In an open letter to policy makers, payers, purchasers, and the public, the seven organizations call on:

The federal government to increase investment in safety net programs, public health agencies, and community-based services and support so that they may partner with the medical care sector in addressing structural racism and social drivers of health.

Health care organizations to invest in existing community-based social services and ensure that the flow of dollars supports services such as food banks and other safety net programs that address social drivers of health.

Fellow physician and clinician societies to create a road map for dismantling the policies and regulatory structures that enshrine the current paradigm, and to build multi-stakeholder support for a road map.

The collaboration was convened by the Larry A. Green Center and facilitated by X4 Health as part of their continuing effort to change the conversations around primary care in support of improved health for all Americans and the strengthening of primary care.

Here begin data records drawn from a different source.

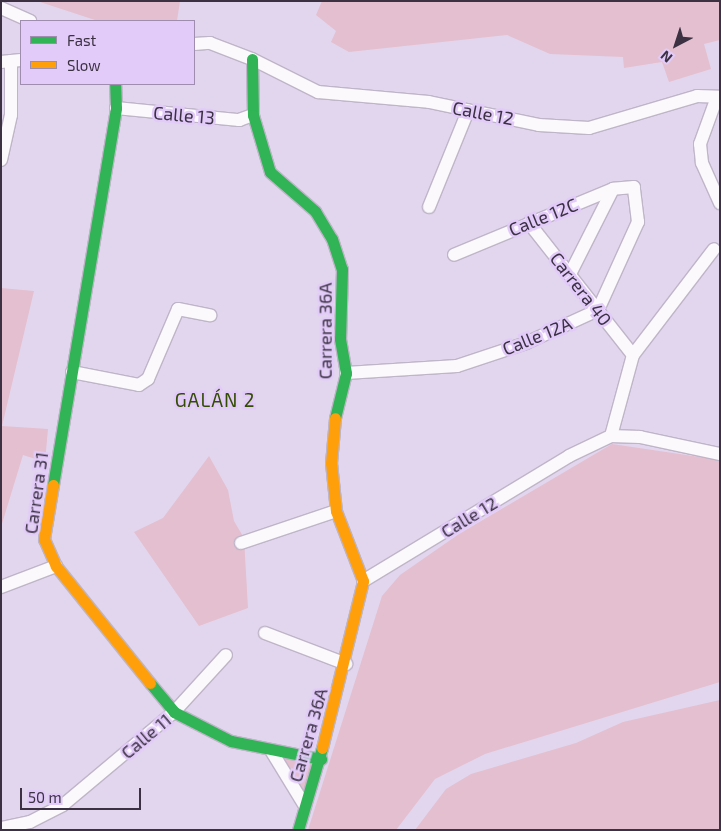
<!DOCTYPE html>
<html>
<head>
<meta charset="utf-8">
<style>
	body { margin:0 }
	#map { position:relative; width:721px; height:831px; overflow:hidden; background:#e2d6ee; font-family:"Exo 2",sans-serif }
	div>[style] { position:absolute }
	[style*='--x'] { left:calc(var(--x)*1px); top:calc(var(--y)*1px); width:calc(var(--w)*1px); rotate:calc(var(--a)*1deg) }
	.green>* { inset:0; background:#e4bfcf }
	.roads { filter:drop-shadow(1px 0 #bfb5c8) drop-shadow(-1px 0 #bfb5c8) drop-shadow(0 1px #bfb5c8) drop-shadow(0 -1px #bfb5c8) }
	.street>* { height:12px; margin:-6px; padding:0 6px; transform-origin:6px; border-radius:6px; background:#fbf9fc }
	.fast>* { height:11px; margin:-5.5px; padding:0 5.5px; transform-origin:5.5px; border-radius:5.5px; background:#30b455 }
	.slow>* { height:11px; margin:-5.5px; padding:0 5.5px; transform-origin:5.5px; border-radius:5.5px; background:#ff9f0a }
	span { translate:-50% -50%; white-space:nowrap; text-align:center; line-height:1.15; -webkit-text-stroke:5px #e2cbf8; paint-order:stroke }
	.street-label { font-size:18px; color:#3b3143 }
	.neighbourhood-label { font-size:19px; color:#324d02; letter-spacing:1px }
	.frame { position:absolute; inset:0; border:2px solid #3b3143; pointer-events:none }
	.legend { position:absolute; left:20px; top:20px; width:175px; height:65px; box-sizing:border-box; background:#e2cbf8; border:1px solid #9f8db0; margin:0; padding:6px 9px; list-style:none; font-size:15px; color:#3b3143 }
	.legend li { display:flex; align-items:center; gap:10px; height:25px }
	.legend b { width:25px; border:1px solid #9f8db0 }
	.north { position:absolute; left:651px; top:20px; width:50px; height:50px; -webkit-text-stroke:4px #e2cbf8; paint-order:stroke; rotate:220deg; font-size:14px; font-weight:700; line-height:20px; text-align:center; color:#3b3143 }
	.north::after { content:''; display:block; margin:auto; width:18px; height:22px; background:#3b3143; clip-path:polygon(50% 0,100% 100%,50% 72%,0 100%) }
	.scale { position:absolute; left:20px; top:788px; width:121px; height:22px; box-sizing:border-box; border:2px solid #3b3143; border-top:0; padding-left:6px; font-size:15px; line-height:18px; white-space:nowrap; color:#3b3143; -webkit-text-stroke:4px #e2cbf8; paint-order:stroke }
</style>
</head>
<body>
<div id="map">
	<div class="green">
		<div style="clip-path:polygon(37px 1px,180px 1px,177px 21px,98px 21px)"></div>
		<div style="clip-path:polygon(322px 1px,720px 1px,720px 40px,704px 44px,711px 69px,669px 82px,662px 62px,624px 68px,623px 57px,550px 54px,507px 35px,349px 52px,331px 42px,336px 31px,316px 15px)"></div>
		<div style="clip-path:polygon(1px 288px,34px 291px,2px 426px,48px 429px,45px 462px,23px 455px,1px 527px)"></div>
		<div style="clip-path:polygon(612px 444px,720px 460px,720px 682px,485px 754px,435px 779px,396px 830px,308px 830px,382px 596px,400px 575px,459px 534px)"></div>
		<div style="clip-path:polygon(209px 456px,228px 490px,234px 521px,244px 538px,248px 608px,199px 626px,134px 532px,163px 518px)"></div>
		<div style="clip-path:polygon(720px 700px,720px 830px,415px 830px,446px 789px,471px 774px,576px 743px,623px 722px)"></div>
		<div style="clip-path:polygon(281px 757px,315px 761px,305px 796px)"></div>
	</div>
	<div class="roads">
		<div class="street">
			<div style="--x:1;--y:8;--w:32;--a:24"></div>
			<div style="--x:194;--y:44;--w:16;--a:-4"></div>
			<div style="--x:210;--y:43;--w:45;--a:20.9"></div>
			<div style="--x:252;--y:59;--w:74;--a:26.6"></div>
			<div style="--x:318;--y:92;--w:111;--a:5.1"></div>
			<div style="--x:429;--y:102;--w:112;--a:11.8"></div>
			<div style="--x:539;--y:125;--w:50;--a:3.4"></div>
			<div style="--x:589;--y:128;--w:113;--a:-16.5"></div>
			<div style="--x:697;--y:96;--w:23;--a:2"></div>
			<div style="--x:1;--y:62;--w:20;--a:-6"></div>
			<div style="--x:717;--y:97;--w:50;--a:109.9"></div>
			<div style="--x:700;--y:144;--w:19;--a:84"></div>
			<div style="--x:702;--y:163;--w:44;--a:65.8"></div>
			<div style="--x:116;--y:108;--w:124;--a:5.6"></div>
			<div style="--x:239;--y:120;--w:15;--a:-20"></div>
			<div style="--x:1;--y:160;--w:46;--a:-77.5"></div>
			<div style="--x:11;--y:115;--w:54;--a:-90"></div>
			<div style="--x:429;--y:207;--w:104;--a:-67.9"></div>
			<div style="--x:529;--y:223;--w:168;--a:51.8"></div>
			<div style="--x:570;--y:274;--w:95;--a:-63.2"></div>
			<div style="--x:72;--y:372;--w:68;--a:11"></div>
			<div style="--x:139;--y:385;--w:11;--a:-34"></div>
			<div style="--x:148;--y:379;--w:76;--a:-66.8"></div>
			<div style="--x:178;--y:309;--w:33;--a:11"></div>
			<div style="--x:346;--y:373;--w:111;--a:-3.6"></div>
			<div style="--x:457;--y:366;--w:73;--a:-18.4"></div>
			<div style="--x:526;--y:343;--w:79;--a:-24.6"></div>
			<div style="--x:598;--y:310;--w:97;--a:-65.6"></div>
			<div style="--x:638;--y:222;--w:35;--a:-97"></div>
			<div style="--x:634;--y:187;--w:21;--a:175"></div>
			<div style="--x:613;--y:189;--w:172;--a:157.5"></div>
			<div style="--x:611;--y:436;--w:84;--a:-74.8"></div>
			<div style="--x:633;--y:355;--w:133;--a:-52.6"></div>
			<div style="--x:241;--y:543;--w:100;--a:-18.6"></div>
			<div style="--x:363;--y:581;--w:241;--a:-31.2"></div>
			<div style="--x:569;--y:456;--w:47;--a:-25.5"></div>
			<div style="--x:611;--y:436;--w:29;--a:2"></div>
			<div style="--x:640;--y:437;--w:82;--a:12"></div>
			<div style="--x:1;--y:587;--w:59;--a:-20.9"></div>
			<div style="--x:265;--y:633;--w:87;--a:20.9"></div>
			<div style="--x:272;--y:752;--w:63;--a:58.6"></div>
			<div style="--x:1;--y:828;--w:30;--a:-12"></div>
			<div style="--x:30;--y:822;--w:37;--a:-27"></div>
			<div style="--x:63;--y:805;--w:145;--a:-40"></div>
			<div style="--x:174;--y:712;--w:77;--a:-47.6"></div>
		</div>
		<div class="fast">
			<div style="--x:252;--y:59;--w:56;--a:89"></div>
			<div style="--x:253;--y:115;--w:59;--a:73.4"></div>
			<div style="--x:270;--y:172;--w:60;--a:40.9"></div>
			<div style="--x:315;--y:211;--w:33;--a:59"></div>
			<div style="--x:332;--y:239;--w:32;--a:72"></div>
			<div style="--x:342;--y:269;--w:70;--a:91.6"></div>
			<div style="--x:340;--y:339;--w:35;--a:80"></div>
			<div style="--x:346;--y:373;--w:46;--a:103.7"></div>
			<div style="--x:53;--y:485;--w:382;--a:-80.5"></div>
			<div style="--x:116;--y:108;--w:24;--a:-92"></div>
			<div style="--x:150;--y:683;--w:38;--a:50"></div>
			<div style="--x:174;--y:712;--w:64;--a:27"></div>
			<div style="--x:231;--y:741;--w:92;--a:11.3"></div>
			<div style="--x:298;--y:830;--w:85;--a:-73.7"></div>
		</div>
		<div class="slow">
			<div style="--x:53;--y:485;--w:55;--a:99.5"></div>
			<div style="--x:44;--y:539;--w:30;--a:66"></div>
			<div style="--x:56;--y:566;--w:150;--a:51.2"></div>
			<div style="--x:322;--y:748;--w:172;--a:-76.2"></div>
			<div style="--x:363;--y:581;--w:75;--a:-111.1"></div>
			<div style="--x:336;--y:511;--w:48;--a:-95.9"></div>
			<div style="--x:331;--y:463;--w:45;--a:-84.9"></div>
		</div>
	</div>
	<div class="street-label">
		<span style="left:483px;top:113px;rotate:11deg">Calle 12</span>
		<span style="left:184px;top:115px;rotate:5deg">Calle 13</span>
		<span style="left:543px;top:217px;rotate:-22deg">Calle 12C</span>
		<span style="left:581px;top:289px;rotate:52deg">Carrera 40</span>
		<span style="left:325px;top:331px;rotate:-90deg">Carrera 36A</span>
		<span style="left:537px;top:336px;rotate:-22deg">Calle 12A</span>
		<span style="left:36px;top:493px;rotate:-82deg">Carrera 31</span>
		<span style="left:469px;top:517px;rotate:-31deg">Calle 12</span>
		<span style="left:308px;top:735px;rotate:-74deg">Carrera 36A</span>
		<span style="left:146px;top:736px;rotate:-40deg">Calle 11</span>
	</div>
	<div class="neighbourhood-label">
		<span style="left:215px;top:400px">GALÁN 2</span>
	</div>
	<div class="frame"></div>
	<ul class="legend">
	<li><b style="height:6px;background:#30b455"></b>Fast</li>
	<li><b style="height:6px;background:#ff9f0a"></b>Slow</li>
	</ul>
	<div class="north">N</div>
	<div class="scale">50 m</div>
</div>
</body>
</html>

“Never have these seven physician societies and their boards worked together in this way,” said Rebecca Etz, PhD, co-director of The Larry A. Green Center and associate professor, Department of Family Medicine and Population Health at VCU. “Before COVID-19, our health care system was already failing us. We have a new opportunity today to protect primary care and ensure it is there for us both now and long after COVID-19. Our team at the Larry Green Center is extremely proud to work with X4 Health in enabling this work.”

More information about any of these organizations and the new vision for primary care finance can be found at www.newprimarycareparadigm.org.